ALL ABOUT MY MOTHER: Those who didn’t make it down to Miami last week still have a chance to fit some art viewing into their social calendar. On Wednesday in New York’s SoHo, Alex Kramer and Daniel Baker are hosting cocktails to celebrate “The Life and Works of Manuel Pardo.” Born in Cuba and raised in New York City since the age of 10, Manuel Pardo’s color-saturated works have been shown everywhere from the New Museum of Contemporary Art in New York to the K.O. Gallery in Mexico City. Next year, Pardo, 57, will be the subject of a retrospective at the Main Art Gallery at Cal State Fullerton in California. Growing up, his single mother, Gladys, worked as a factory laborer to support his family. When Pardo turned 40, he decided to immortalize her in his art with an ongoing series called “Mother and I.” His canvases show glamorous women in late Fifties- and early Sixties-style clothes, surrounded by decadent objects and sumptuous decor.

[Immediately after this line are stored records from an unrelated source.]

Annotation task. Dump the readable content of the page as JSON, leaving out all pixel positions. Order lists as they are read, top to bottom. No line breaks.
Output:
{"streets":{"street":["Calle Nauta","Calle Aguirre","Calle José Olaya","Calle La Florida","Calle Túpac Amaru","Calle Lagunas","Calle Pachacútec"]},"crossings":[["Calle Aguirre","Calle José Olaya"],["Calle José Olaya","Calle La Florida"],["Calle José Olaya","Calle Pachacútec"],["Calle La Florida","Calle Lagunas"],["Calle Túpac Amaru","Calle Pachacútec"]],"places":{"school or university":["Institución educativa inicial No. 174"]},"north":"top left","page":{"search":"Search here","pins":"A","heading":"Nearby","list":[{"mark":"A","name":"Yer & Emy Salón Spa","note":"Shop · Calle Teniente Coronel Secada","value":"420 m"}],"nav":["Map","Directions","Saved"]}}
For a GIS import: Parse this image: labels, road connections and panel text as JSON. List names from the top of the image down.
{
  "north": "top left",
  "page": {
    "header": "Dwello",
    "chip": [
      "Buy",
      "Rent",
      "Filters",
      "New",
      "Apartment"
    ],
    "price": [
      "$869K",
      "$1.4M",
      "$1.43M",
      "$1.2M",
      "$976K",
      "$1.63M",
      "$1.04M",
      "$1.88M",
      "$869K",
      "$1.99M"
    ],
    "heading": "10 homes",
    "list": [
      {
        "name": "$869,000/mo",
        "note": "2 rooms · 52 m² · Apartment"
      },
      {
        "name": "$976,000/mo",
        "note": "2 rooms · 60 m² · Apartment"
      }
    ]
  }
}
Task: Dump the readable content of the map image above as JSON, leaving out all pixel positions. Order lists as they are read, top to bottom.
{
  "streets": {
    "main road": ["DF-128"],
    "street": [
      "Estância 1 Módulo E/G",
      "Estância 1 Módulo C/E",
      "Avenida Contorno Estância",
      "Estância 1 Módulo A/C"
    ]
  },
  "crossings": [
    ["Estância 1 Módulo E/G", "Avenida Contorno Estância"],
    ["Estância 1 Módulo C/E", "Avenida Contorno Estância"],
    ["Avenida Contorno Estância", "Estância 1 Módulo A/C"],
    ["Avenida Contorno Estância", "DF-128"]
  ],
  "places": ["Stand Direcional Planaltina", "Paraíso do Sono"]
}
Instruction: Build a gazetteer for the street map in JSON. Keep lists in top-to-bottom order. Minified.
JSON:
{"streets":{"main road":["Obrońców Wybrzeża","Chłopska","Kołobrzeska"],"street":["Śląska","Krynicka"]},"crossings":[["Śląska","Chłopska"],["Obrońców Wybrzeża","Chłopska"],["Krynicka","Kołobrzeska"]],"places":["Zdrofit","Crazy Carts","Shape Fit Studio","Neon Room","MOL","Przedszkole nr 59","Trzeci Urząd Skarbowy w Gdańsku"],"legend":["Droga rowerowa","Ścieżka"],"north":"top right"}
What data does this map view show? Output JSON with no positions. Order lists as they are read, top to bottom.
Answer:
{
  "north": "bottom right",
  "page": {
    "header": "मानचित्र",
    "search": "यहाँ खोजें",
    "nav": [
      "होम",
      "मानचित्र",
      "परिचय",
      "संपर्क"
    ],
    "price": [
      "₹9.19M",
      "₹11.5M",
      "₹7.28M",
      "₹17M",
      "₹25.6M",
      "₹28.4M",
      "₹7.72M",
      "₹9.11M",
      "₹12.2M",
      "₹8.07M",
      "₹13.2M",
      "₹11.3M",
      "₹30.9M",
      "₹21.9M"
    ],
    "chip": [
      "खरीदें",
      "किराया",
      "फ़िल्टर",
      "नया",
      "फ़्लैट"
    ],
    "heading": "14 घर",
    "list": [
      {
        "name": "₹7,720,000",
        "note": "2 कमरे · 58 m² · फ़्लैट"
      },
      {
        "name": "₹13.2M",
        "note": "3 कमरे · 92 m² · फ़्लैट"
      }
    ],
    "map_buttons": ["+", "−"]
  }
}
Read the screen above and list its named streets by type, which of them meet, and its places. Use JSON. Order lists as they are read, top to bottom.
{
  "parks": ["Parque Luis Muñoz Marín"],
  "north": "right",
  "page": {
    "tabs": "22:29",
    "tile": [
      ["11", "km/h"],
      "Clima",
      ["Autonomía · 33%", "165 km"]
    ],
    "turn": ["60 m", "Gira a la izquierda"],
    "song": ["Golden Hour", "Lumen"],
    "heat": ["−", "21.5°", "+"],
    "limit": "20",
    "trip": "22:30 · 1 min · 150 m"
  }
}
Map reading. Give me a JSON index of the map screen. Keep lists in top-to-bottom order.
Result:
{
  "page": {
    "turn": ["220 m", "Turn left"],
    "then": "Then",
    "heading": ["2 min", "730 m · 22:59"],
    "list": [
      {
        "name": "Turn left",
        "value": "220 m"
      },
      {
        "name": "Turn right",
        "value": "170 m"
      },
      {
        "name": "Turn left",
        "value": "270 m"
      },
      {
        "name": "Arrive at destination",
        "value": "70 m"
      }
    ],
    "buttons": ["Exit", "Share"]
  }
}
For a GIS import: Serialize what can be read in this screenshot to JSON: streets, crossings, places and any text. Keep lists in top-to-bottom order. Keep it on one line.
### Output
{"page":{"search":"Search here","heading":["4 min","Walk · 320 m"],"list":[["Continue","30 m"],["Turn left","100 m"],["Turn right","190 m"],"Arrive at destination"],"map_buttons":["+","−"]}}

“Financially, I couldn’t get her a great gift, so I decided to bring her into history with me because she was responsible for me being who I was. The work itself is about her time period. I give her in the work everything she did not have in real life: the gowns, the hairdos, the lavish surroundings, the shoes, everything,” explained Pardo, who has known Baker since he interned for him at age 16 (Baker’s father collected Pardo’s paintings).
The pieces on display Wednesday are from his last year and a half of toil, including “Stardust Drawings” made with layer upon layer of Sakura glitter pens and a recent chartreuse-hued collection called “The Envy Works.” And if any of the patterned, curve-hugging dresses his women wear seem appealing, good luck hunting them down. “I don’t research anything — it’s all from my imagination,” said Pardo.
“Truthfully, I’m a frustrated fashion designer. But I fell in love with painting.”
ITALIAN STYLE: Tokyo got a heaping dose of dolce vita-style elegance Thursday night when Salvatore Ferragamo staged a show reprising its spring collection at the residence of the Italian ambassador. Guests watched as Ai Tominaga closed the show in a floor-length black gown before noshing on mounds of pasta and imbibing an ample selection of Italian wines. The pouring rain only accentuated the beauty of a stunning Japanese garden out back. The show marked the conclusion of Italy in Japan 2009, a string of cultural and promotional events organized by the Italian Embassy. Ferragamo chief executive officer Michele Norsa said the evening capped a difficult year for Italy, Japan and the rest of the world, but symbolizes everyone’s hope for a better 2010.